Four days after the cease-fire went into effect, the Lebanese army began setting up checkpoints near dozens of illegal border crossings with Syria in a bid to help prevent arms smuggling as well as the movement of people and goods, a Lebanese military official said Friday, speaking on condition of anonymity because he was not authorized to release details on troop placement. He said the army plan covers an estimated 60 illegal border crossings with Syria in northern and eastern Lebanon.
U.N. envoy Terje Roed-Larsen said Sunday that 2,000 Lebanese soldiers have been deployed so far along Lebanon's eastern border near Syria with the goal of eventually having 8,600 along the border. Some 1,000 Lebanese soldiers also have been deployed along Lebanon's coastline, he said.

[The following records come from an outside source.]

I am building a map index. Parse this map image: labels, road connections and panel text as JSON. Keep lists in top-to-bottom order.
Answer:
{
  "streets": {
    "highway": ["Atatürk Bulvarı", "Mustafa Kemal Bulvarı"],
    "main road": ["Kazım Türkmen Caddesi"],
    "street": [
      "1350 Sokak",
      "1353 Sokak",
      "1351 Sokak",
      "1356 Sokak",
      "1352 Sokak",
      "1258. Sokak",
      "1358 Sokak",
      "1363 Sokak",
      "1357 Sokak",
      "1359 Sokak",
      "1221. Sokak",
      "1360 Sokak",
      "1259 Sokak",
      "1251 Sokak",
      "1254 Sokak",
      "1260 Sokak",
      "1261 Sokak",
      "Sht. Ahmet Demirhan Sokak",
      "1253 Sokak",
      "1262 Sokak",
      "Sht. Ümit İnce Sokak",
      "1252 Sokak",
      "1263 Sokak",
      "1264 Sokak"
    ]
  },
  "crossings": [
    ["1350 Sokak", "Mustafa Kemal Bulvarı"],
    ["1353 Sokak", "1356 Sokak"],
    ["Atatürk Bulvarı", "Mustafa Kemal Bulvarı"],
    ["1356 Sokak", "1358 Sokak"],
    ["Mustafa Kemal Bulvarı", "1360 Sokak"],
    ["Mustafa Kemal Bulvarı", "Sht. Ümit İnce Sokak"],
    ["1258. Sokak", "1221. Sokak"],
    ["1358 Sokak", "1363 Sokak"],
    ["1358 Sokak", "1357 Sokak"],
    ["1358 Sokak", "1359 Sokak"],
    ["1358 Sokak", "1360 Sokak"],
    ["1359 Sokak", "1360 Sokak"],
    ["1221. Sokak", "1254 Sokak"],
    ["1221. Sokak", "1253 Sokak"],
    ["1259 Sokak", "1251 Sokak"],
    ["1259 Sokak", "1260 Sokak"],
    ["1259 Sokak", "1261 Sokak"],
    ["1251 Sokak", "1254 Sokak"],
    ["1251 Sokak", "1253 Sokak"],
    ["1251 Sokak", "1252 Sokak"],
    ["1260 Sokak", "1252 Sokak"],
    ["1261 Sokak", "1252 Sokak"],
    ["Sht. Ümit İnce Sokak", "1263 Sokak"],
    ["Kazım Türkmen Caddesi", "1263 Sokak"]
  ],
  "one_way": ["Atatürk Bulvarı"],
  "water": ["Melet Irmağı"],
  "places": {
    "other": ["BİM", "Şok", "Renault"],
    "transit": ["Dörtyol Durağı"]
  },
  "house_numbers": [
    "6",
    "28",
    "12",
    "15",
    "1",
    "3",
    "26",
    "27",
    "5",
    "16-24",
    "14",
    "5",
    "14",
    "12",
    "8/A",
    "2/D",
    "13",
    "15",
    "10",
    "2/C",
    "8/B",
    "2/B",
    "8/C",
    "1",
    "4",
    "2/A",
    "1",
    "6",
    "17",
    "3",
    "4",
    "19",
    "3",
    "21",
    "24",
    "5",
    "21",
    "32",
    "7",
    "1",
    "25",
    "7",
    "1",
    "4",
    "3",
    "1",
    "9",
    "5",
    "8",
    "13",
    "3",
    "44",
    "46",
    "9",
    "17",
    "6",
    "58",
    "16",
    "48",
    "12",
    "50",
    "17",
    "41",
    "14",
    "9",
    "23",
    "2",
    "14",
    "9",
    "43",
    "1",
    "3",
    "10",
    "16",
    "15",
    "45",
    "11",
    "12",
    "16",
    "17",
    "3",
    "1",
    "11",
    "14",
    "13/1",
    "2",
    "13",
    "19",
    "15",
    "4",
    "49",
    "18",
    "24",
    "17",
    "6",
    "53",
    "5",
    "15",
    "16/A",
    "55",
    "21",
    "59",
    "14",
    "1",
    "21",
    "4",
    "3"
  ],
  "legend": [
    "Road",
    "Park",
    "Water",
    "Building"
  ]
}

The international community has been slow to come together in volunteering troops for the U.N.-mandated force. European Union foreign ministers were taking up the issue in Brussels on Friday under heavy pressure to move quickly to get at least a vanguard of the expanded force on the ground next week.
Geneva-based representatives of aid agencies expressed concern over the growing dispute surrounding the Lebanon-Syria border, but refused to comment directly on Syria's apparent threat to seal the frontier if international troops were deployed along it.
On Wednesday Finland's foreign minister, Erkki Tuomioja, came out of a meeting with his Syrian counterpart and said Damascus threatened to close the border if that happened.